Data in this exercise: Begin

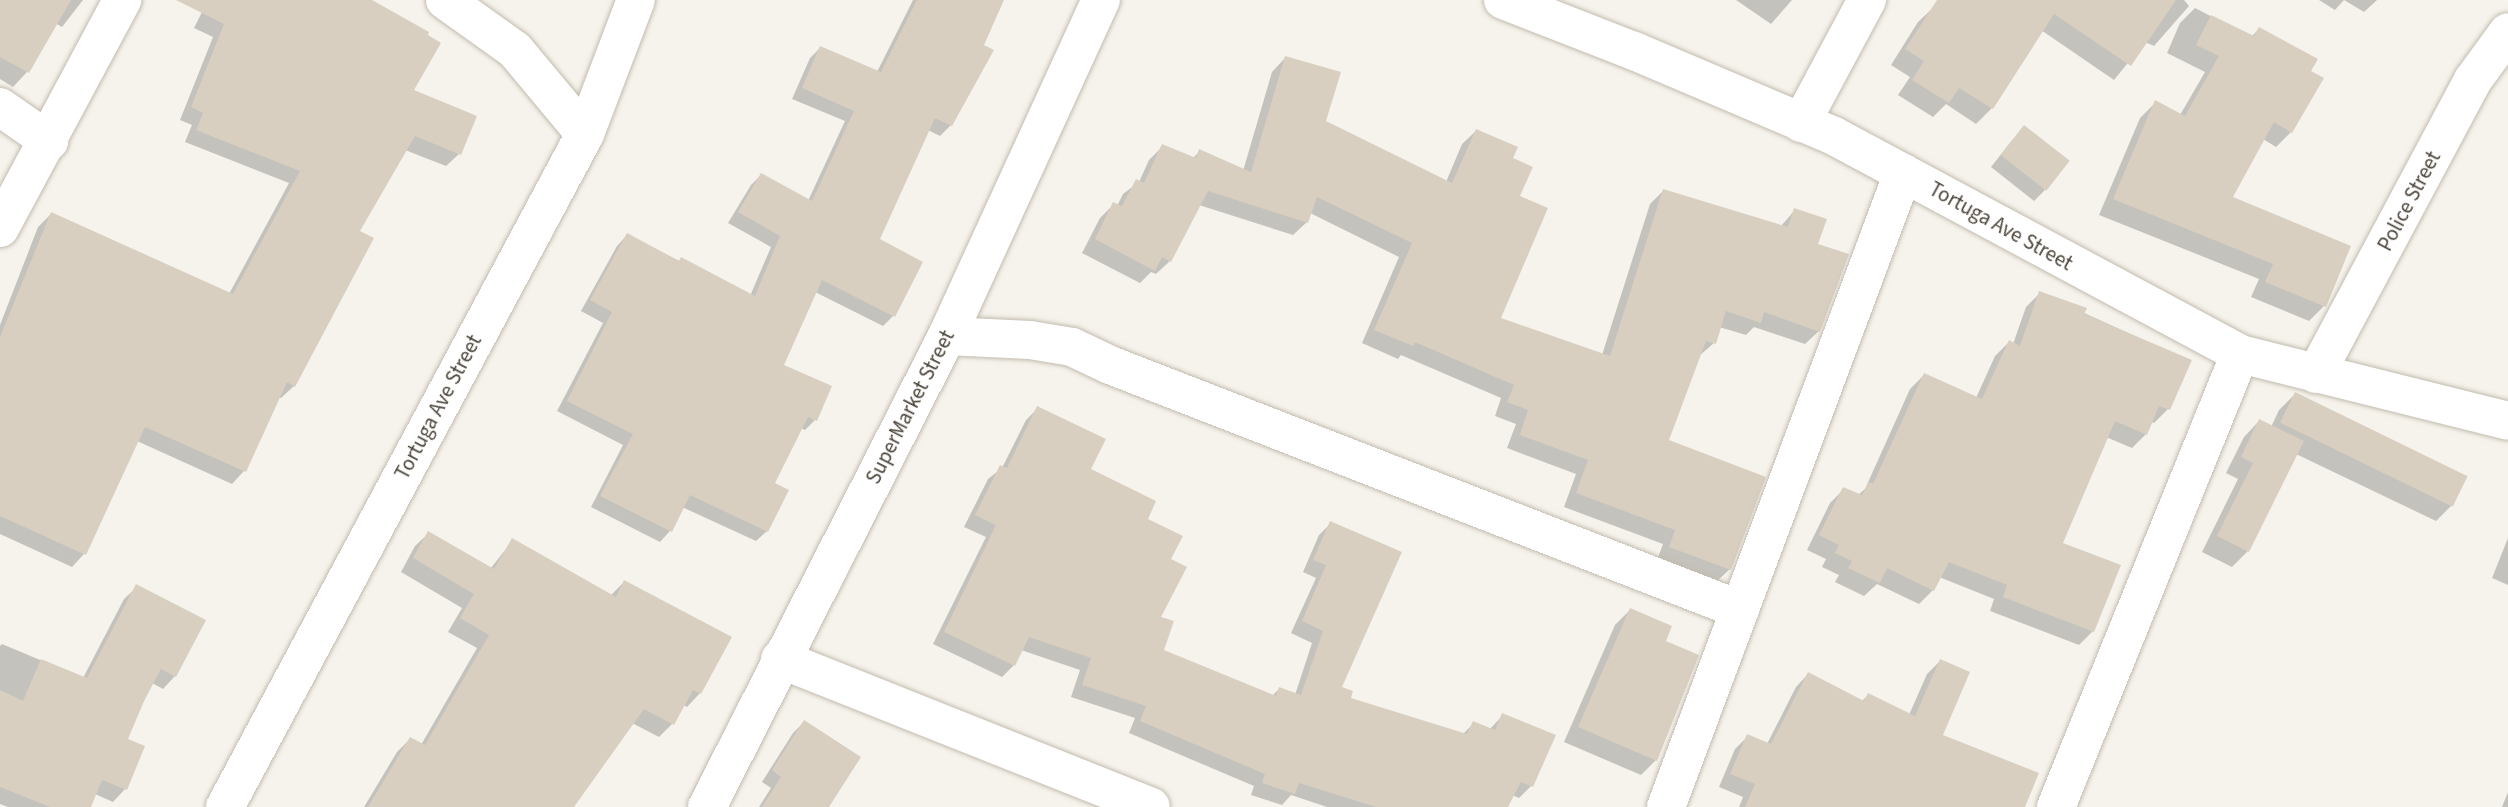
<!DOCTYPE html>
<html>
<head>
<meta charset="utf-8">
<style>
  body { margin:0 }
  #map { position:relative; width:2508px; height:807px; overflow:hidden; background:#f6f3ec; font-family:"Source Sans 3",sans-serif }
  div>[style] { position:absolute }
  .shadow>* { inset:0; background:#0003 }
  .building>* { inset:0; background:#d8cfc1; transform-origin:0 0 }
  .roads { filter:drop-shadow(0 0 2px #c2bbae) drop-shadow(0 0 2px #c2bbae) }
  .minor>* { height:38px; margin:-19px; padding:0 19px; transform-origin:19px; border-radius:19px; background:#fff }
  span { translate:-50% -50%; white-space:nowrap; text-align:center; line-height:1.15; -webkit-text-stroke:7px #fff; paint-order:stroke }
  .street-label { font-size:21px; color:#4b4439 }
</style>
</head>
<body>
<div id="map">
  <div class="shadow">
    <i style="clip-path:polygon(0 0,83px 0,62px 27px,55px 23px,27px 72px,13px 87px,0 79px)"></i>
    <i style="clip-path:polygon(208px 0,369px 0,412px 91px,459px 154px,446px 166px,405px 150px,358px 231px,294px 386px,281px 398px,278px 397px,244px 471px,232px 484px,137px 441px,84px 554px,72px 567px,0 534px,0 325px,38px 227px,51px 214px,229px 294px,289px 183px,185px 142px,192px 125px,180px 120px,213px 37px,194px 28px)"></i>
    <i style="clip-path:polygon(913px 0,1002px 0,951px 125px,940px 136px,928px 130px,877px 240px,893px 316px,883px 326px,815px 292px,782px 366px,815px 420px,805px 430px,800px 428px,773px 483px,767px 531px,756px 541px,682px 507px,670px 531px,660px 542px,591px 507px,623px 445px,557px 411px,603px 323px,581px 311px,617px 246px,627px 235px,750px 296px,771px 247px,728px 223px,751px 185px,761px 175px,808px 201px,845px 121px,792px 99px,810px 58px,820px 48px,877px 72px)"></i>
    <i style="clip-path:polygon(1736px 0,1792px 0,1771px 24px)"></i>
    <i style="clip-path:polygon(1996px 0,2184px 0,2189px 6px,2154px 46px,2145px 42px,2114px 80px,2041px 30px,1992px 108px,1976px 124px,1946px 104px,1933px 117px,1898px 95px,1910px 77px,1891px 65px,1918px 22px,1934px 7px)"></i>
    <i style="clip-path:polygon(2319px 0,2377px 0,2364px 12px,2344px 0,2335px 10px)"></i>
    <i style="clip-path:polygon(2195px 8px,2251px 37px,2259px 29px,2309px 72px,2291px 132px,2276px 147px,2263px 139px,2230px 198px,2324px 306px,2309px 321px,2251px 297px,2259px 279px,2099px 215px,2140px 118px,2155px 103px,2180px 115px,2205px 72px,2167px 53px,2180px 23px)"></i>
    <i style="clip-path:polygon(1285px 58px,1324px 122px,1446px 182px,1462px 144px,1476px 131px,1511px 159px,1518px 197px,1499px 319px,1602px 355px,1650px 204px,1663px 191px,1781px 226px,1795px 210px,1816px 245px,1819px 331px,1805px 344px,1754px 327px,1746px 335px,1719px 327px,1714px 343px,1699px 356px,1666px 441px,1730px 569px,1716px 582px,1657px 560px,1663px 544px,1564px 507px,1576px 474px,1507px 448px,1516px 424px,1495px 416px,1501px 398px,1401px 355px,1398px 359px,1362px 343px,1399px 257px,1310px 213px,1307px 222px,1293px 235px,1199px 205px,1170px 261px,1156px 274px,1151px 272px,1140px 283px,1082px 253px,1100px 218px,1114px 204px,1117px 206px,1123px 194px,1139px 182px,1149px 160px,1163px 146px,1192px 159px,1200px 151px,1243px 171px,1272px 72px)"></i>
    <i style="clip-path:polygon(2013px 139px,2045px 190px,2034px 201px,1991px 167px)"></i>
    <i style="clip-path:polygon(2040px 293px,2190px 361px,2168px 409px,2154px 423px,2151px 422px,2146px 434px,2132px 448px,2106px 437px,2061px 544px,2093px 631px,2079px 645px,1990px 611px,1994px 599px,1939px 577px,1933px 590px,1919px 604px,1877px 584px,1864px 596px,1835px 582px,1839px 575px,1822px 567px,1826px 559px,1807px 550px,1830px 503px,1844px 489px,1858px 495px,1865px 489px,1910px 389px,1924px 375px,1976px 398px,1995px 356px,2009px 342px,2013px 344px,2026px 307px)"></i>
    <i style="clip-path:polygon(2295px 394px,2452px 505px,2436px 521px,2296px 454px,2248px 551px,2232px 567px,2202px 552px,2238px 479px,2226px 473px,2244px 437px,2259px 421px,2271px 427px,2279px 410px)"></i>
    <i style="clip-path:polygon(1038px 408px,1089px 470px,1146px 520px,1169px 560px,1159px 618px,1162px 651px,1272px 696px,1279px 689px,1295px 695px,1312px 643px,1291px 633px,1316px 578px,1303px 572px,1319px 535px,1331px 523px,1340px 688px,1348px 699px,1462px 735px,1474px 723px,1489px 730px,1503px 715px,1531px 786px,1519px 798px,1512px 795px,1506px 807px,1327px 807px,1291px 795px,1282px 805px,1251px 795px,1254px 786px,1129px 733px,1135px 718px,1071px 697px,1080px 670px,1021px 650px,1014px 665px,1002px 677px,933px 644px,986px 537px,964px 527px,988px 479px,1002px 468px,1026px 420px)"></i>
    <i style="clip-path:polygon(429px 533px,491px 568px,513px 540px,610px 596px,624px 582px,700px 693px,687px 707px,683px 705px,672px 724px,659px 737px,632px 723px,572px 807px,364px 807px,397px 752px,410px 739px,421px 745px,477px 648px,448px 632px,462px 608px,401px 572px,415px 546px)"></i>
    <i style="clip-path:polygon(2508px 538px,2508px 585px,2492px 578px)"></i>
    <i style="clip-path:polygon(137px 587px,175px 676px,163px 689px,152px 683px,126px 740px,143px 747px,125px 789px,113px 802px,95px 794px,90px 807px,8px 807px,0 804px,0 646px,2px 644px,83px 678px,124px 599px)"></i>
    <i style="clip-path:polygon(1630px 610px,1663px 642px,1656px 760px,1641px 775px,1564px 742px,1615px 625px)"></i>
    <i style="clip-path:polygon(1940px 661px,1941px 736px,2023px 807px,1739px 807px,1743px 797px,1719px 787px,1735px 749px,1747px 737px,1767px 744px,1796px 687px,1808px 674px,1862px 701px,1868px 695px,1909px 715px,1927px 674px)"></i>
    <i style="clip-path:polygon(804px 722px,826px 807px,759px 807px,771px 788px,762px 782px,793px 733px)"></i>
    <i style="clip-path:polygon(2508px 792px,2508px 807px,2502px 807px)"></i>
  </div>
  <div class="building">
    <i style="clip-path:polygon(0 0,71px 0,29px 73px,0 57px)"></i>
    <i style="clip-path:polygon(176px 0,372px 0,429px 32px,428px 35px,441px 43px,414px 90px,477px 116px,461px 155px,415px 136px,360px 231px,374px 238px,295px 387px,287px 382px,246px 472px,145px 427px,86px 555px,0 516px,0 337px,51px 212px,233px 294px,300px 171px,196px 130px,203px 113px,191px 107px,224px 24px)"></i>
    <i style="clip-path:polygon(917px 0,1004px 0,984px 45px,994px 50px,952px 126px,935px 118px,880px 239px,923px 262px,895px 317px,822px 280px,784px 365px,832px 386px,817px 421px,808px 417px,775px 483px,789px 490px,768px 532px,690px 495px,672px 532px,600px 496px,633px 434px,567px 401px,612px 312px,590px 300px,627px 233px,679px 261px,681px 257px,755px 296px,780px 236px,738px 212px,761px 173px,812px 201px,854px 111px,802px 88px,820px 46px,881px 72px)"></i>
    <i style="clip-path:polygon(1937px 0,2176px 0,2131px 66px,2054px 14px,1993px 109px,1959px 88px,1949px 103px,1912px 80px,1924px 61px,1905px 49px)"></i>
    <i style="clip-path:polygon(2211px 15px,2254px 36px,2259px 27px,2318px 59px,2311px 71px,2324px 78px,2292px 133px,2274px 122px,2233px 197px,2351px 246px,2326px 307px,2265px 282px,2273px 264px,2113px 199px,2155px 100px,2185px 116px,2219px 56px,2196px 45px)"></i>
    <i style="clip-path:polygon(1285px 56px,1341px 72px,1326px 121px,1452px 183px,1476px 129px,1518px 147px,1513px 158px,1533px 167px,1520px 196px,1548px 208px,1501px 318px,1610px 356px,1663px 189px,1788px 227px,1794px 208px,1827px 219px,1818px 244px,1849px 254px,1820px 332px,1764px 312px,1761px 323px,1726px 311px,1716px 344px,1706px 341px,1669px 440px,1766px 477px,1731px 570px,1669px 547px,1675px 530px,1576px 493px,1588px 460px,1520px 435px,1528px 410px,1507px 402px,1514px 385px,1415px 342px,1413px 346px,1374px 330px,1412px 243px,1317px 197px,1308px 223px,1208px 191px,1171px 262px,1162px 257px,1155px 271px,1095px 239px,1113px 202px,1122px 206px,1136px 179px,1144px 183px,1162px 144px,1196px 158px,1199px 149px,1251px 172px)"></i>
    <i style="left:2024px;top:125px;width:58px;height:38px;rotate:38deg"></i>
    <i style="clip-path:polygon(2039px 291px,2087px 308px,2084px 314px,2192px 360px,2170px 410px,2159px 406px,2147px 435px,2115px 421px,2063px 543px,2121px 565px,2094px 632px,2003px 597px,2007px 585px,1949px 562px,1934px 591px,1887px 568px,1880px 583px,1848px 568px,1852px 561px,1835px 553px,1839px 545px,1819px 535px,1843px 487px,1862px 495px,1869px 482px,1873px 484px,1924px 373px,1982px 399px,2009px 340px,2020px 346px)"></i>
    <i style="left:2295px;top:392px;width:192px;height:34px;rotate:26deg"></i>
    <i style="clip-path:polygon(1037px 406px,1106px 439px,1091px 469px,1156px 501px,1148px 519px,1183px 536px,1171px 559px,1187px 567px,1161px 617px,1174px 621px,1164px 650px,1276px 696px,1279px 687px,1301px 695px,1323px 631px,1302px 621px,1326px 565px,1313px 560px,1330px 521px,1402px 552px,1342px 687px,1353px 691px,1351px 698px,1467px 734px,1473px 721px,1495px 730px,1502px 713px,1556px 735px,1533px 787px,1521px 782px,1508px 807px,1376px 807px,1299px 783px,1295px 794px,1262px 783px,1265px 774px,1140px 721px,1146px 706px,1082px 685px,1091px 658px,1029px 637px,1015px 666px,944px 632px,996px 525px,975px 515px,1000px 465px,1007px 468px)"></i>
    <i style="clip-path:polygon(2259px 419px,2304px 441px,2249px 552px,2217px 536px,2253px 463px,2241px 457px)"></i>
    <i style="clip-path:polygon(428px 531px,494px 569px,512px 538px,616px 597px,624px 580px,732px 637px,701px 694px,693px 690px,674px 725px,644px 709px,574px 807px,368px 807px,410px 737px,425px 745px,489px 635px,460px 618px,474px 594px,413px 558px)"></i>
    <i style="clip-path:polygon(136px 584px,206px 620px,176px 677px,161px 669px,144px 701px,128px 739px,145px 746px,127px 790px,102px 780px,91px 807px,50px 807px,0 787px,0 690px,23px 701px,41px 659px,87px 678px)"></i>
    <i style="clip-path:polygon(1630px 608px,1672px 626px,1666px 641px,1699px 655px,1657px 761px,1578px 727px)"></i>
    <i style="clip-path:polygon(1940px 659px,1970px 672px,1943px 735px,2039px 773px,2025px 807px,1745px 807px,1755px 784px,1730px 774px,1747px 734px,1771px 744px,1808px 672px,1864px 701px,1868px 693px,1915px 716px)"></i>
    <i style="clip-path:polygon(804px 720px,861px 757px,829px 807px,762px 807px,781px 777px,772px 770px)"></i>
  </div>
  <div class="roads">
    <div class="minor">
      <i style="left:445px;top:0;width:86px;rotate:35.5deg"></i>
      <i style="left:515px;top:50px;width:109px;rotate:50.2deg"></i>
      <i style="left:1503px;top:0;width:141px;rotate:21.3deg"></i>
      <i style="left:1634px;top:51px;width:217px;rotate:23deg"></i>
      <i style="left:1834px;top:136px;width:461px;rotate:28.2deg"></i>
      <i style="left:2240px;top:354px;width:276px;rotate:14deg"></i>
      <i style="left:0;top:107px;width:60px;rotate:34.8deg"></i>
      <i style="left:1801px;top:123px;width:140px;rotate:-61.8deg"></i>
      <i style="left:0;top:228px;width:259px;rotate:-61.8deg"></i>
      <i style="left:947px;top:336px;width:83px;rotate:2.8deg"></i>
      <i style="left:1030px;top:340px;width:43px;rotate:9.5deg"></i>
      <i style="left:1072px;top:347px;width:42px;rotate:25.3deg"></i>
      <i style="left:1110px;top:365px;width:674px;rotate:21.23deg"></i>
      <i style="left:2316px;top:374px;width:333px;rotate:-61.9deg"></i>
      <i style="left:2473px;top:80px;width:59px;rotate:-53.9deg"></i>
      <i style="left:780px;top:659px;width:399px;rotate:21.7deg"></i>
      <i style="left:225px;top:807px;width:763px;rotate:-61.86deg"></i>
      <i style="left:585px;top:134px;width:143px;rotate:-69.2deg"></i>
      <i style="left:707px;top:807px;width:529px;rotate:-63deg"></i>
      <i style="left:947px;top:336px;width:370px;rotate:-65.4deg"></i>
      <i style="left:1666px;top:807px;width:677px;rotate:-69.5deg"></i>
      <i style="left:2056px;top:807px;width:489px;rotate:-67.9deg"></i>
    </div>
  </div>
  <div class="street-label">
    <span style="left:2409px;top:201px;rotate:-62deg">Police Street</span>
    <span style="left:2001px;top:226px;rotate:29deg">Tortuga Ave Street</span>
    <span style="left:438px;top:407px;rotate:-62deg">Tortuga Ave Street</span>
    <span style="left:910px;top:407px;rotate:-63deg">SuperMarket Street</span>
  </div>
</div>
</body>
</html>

Data in this exercise: End
Data in this exercise: Begin

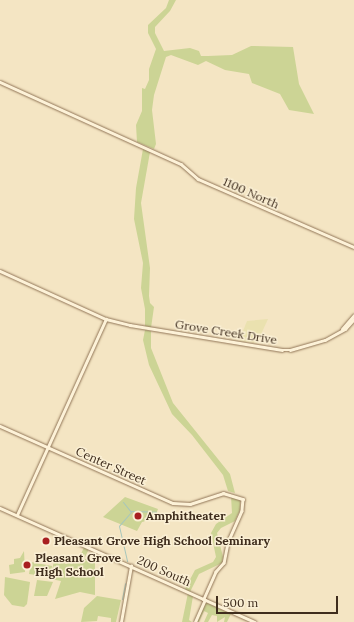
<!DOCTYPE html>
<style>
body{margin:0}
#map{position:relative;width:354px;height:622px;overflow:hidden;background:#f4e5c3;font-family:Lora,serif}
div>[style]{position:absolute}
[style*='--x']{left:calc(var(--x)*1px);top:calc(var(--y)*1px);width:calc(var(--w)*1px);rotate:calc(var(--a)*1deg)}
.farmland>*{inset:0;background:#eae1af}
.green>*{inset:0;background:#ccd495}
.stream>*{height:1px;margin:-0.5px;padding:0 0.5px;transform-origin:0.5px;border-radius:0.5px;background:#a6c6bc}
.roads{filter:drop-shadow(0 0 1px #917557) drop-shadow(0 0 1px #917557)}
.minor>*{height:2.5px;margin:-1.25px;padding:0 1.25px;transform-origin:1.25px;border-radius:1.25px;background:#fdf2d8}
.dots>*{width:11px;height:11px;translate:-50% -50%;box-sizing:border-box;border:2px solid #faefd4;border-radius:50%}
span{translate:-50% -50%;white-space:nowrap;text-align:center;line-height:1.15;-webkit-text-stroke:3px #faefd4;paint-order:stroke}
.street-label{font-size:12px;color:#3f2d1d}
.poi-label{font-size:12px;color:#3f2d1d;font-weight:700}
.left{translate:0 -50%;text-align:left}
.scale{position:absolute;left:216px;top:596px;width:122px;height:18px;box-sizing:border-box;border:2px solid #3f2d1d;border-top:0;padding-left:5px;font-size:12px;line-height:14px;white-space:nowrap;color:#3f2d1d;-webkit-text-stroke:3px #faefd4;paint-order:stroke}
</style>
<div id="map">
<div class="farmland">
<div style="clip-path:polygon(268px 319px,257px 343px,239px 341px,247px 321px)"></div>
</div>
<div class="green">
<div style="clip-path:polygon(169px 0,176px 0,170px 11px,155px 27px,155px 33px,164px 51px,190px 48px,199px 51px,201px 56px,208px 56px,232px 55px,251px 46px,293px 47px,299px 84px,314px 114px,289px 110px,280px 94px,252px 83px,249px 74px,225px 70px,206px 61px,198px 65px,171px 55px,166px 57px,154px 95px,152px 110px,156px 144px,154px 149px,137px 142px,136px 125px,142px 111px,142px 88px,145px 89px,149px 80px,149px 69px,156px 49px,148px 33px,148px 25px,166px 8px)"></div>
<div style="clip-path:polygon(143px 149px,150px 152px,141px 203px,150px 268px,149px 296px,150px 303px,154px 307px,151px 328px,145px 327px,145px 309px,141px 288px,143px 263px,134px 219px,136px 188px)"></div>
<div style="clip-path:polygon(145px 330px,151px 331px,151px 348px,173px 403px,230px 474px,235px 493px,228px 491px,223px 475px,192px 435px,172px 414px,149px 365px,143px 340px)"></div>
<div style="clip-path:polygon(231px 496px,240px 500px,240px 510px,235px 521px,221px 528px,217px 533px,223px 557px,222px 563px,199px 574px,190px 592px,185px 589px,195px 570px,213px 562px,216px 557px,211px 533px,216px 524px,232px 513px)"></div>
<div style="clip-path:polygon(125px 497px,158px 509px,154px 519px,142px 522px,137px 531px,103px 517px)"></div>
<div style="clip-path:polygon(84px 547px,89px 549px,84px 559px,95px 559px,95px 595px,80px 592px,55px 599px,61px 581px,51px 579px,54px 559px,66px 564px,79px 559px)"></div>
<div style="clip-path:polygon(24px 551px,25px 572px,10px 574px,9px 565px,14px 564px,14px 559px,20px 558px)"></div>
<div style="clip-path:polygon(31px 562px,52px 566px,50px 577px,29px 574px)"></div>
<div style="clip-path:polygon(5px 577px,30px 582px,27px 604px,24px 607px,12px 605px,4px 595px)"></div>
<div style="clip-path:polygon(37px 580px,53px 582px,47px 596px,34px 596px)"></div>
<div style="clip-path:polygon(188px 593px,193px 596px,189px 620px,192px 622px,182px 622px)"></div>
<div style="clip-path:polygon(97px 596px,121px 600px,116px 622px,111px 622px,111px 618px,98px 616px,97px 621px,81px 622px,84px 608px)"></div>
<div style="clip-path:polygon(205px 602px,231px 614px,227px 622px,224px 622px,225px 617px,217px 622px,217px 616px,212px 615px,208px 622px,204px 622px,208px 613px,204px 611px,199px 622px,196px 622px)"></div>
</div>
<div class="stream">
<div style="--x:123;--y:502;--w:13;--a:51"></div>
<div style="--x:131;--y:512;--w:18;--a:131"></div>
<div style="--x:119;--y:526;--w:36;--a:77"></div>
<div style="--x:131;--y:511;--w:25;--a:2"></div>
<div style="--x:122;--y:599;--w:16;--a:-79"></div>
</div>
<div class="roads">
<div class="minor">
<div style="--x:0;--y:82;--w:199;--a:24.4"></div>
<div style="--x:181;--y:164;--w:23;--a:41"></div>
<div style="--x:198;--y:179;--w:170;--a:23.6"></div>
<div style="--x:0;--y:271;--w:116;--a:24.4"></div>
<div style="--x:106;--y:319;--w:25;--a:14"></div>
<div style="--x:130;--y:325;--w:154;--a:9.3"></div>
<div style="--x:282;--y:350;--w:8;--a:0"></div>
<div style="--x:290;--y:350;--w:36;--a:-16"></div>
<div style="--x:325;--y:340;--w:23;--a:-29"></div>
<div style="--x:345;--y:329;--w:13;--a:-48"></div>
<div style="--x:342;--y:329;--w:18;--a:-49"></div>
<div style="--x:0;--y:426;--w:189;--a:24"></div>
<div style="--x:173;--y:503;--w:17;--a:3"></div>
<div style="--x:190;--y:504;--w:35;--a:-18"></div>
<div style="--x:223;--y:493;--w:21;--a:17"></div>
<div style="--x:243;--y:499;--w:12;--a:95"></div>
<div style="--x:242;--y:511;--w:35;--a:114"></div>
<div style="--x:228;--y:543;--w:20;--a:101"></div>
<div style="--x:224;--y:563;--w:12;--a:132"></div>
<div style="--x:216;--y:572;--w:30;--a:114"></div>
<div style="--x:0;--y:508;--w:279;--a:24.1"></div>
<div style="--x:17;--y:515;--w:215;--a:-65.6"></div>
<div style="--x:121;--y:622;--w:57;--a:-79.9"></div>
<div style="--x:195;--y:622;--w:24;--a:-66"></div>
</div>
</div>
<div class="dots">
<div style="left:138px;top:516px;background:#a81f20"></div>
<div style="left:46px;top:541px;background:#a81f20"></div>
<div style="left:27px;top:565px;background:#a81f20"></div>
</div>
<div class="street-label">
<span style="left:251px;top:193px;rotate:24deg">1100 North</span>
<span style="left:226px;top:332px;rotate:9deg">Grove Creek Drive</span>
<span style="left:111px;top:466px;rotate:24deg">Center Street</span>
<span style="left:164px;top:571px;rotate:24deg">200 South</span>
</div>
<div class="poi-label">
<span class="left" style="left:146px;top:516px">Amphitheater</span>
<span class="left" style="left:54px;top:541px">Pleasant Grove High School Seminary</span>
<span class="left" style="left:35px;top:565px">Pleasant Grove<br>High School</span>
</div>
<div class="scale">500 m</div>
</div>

Data in this exercise: End

**Task statement**.
Among the entries, copy every line containing the word "overflow".

**Reply to the task**.
  #map { position:relative; width:2508px; height:807px; overflow:hidden; background:#f6f3ec; font-family:"Source Sans 3",sans-serif }
#map{position:relative;width:354px;height:622px;overflow:hidden;background:#f4e5c3;font-family:Lora,serif}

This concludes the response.